**WHAT NEEDS TO BE DONE**:
Write out, without any change, the lines in the material below that run from the line with "Dump the readable content of this" through the line with "Quick job: Convert", both included.

DATA FOR THIS EXERCISE START

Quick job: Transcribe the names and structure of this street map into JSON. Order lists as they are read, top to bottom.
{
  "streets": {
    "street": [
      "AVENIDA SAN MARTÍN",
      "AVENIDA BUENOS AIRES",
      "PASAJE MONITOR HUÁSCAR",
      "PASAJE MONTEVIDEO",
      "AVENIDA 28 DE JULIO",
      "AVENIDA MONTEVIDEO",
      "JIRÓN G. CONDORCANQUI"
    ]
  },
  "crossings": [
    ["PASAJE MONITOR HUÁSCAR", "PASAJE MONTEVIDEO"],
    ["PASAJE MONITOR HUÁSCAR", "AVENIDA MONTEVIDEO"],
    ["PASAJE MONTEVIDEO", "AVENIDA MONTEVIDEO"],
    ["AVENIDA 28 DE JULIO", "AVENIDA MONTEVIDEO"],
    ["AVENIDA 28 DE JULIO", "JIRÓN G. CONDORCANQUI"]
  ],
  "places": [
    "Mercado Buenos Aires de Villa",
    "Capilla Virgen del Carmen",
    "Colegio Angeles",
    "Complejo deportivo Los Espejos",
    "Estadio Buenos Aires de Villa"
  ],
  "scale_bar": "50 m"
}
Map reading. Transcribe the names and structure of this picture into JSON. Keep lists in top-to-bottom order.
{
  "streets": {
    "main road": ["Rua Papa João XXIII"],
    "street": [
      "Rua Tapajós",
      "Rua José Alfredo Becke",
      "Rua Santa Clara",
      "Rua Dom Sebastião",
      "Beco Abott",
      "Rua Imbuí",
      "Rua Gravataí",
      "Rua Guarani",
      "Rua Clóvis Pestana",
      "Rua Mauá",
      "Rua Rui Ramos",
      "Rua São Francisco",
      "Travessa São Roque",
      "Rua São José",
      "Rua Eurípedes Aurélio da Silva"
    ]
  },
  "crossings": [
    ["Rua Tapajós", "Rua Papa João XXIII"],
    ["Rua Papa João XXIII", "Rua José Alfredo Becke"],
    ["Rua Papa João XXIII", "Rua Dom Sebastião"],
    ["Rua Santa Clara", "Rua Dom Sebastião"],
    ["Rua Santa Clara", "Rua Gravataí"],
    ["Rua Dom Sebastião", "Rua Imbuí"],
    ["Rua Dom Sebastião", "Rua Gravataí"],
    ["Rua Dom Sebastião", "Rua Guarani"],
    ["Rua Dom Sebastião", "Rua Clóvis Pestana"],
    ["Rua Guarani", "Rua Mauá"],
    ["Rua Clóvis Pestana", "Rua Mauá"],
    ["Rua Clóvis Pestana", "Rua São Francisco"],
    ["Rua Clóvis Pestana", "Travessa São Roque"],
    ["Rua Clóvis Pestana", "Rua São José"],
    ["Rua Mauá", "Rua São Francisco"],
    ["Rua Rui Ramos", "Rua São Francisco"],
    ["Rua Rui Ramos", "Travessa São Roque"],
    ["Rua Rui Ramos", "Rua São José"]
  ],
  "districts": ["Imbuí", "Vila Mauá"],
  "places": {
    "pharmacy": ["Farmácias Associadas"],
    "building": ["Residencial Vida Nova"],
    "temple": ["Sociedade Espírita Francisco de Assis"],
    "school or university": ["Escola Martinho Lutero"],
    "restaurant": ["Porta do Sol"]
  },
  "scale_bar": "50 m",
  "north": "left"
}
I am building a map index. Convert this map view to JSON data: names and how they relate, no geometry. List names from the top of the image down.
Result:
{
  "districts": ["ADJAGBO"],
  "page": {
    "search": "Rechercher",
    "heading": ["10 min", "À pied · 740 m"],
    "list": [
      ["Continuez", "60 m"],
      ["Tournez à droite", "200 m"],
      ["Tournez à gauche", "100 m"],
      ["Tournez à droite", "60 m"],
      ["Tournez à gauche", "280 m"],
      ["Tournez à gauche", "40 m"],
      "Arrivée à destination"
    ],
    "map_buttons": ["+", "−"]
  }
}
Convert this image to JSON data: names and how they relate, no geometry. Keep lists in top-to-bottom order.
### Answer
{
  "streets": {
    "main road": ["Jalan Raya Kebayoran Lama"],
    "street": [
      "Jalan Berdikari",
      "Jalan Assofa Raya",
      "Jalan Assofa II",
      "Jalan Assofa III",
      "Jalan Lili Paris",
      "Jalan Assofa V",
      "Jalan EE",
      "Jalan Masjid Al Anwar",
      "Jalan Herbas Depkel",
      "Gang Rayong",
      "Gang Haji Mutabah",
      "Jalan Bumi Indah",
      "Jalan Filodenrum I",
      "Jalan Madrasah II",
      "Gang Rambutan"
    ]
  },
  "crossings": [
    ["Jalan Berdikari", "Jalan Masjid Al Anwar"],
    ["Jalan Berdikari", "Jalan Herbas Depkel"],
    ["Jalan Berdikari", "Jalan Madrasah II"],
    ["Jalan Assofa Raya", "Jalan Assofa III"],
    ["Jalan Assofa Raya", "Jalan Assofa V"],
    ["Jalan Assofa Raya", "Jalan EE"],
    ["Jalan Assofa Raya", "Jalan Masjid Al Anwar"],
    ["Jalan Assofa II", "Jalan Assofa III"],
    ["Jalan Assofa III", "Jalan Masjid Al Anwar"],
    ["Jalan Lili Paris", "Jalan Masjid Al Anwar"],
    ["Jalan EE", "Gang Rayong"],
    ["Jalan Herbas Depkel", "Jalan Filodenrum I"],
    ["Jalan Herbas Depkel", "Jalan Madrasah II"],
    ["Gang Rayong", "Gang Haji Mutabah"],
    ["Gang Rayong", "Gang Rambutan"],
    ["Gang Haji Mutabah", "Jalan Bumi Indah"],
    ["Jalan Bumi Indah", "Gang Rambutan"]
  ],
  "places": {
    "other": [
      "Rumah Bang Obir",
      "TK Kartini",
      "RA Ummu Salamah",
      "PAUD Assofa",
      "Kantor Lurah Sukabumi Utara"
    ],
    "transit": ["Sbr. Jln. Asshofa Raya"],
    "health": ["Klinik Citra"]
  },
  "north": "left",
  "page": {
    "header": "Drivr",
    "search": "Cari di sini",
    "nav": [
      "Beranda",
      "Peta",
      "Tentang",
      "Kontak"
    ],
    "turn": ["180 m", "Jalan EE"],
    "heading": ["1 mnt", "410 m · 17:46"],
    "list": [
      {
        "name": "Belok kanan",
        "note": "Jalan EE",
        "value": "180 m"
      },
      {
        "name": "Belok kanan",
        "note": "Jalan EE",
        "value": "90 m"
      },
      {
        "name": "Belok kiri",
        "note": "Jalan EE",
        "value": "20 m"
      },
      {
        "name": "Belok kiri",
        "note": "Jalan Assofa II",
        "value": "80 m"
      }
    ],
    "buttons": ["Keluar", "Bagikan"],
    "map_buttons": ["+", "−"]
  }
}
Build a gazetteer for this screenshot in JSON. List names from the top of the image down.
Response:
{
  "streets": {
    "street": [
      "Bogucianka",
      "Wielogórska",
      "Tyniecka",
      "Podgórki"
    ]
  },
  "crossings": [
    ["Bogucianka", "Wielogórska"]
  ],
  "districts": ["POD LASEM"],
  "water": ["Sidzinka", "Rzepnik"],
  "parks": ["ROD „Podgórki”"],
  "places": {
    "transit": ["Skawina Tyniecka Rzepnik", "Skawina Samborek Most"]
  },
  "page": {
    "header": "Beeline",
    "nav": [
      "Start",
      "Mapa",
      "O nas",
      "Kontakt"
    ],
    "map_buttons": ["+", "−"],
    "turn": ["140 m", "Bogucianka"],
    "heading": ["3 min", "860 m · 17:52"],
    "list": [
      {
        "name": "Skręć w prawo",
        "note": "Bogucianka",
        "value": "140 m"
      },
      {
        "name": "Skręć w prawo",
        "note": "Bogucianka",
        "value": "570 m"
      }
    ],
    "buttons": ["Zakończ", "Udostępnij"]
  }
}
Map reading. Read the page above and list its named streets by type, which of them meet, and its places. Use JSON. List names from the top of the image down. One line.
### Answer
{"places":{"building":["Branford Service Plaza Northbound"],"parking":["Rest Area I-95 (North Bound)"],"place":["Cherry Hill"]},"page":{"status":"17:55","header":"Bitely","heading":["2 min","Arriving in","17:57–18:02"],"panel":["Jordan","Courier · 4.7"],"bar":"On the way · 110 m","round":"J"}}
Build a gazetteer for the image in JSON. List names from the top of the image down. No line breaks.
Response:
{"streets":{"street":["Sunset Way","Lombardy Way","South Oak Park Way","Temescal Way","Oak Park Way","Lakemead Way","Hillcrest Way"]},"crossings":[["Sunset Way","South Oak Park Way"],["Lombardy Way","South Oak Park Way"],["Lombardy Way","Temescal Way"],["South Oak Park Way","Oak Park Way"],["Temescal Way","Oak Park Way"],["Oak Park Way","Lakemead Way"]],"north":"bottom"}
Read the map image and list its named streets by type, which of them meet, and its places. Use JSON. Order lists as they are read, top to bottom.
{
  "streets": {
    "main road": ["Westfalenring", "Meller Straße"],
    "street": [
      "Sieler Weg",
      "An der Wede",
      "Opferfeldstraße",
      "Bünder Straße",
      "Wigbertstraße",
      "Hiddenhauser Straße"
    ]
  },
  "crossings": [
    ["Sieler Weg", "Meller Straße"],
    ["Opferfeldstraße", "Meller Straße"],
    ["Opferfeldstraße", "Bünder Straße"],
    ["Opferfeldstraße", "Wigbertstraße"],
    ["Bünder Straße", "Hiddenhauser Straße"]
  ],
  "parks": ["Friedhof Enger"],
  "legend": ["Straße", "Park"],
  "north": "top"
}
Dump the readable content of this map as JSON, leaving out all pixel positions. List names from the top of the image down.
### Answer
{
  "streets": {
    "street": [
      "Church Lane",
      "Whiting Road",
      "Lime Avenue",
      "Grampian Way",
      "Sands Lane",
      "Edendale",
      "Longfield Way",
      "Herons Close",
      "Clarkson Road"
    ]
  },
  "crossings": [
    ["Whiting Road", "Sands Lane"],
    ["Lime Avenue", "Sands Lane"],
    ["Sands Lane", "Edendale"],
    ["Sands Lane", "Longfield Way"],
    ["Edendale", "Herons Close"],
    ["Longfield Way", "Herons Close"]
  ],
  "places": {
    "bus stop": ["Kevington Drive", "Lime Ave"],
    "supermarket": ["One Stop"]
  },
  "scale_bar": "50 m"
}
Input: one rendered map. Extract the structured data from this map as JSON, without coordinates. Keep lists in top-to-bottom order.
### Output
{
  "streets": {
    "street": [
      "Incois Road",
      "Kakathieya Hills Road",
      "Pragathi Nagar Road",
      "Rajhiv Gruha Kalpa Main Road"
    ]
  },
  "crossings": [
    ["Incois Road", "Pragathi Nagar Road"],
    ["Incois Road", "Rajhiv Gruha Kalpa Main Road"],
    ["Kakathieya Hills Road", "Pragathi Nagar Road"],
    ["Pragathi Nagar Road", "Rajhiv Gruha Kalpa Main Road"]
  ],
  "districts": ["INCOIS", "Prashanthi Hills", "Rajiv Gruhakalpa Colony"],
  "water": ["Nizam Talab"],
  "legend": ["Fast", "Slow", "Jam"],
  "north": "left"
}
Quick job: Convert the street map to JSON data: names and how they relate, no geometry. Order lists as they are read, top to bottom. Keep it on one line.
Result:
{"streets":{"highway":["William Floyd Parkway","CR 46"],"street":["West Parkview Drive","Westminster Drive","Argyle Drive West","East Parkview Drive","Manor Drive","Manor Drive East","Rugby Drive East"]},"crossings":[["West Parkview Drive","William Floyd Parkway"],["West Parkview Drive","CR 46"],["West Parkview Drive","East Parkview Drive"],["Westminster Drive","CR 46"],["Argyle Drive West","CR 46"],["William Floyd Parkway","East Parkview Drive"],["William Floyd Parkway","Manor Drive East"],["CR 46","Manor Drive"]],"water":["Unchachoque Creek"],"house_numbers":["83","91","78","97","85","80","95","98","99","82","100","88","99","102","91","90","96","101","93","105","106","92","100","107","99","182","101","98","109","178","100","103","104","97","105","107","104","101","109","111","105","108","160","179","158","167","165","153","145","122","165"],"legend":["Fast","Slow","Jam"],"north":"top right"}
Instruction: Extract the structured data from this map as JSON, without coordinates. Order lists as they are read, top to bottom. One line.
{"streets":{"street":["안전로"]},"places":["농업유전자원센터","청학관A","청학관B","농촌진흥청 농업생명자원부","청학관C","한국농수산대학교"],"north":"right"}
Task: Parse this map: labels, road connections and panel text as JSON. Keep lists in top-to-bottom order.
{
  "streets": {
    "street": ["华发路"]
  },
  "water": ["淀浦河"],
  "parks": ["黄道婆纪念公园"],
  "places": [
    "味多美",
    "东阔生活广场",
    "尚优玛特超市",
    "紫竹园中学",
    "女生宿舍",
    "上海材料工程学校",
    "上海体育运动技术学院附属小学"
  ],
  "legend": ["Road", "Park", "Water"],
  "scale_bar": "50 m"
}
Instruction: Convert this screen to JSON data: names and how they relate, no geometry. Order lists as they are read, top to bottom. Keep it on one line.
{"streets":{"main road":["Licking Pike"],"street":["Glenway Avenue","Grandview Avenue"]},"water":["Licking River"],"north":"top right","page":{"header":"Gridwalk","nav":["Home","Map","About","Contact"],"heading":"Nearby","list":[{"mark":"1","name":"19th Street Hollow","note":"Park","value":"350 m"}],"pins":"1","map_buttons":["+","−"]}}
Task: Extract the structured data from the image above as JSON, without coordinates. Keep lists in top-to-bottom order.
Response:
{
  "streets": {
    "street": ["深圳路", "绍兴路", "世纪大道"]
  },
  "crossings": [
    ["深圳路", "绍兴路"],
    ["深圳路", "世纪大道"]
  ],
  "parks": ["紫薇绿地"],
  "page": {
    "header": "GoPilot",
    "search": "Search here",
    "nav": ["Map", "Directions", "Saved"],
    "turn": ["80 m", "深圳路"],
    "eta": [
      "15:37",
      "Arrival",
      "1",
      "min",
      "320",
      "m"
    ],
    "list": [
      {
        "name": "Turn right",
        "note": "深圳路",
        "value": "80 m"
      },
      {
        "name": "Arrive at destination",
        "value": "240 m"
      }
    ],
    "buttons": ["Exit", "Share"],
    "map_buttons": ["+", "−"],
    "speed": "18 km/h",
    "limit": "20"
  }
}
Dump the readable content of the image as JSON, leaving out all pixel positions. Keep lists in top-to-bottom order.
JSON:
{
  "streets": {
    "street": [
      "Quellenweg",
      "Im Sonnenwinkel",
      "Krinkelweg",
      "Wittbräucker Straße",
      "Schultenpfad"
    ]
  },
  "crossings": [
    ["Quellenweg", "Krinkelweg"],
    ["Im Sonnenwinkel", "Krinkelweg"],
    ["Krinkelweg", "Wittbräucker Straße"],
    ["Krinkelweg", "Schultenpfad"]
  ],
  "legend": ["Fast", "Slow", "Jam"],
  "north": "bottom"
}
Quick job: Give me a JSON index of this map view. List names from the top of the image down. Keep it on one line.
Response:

DATA FOR THIS EXERCISE END

**EXPECTED ANSWER**:
Dump the readable content of this map as JSON, leaving out all pixel positions. List names from the top of the image down.
### Answer
{
  "streets": {
    "street": [
      "Church Lane",
      "Whiting Road",
      "Lime Avenue",
      "Grampian Way",
      "Sands Lane",
      "Edendale",
      "Longfield Way",
      "Herons Close",
      "Clarkson Road"
    ]
  },
  "crossings": [
    ["Whiting Road", "Sands Lane"],
    ["Lime Avenue", "Sands Lane"],
    ["Sands Lane", "Edendale"],
    ["Sands Lane", "Longfield Way"],
    ["Edendale", "Herons Close"],
    ["Longfield Way", "Herons Close"]
  ],
  "places": {
    "bus stop": ["Kevington Drive", "Lime Ave"],
    "supermarket": ["One Stop"]
  },
  "scale_bar": "50 m"
}
Input: one rendered map. Extract the structured data from this map as JSON, without coordinates. Keep lists in top-to-bottom order.
### Output
{
  "streets": {
    "street": [
      "Incois Road",
      "Kakathieya Hills Road",
      "Pragathi Nagar Road",
      "Rajhiv Gruha Kalpa Main Road"
    ]
  },
  "crossings": [
    ["Incois Road", "Pragathi Nagar Road"],
    ["Incois Road", "Rajhiv Gruha Kalpa Main Road"],
    ["Kakathieya Hills Road", "Pragathi Nagar Road"],
    ["Pragathi Nagar Road", "Rajhiv Gruha Kalpa Main Road"]
  ],
  "districts": ["INCOIS", "Prashanthi Hills", "Rajiv Gruhakalpa Colony"],
  "water": ["Nizam Talab"],
  "legend": ["Fast", "Slow", "Jam"],
  "north": "left"
}
Quick job: Convert the street map to JSON data: names and how they relate, no geometry. Order lists as they are read, top to bottom. Keep it on one line.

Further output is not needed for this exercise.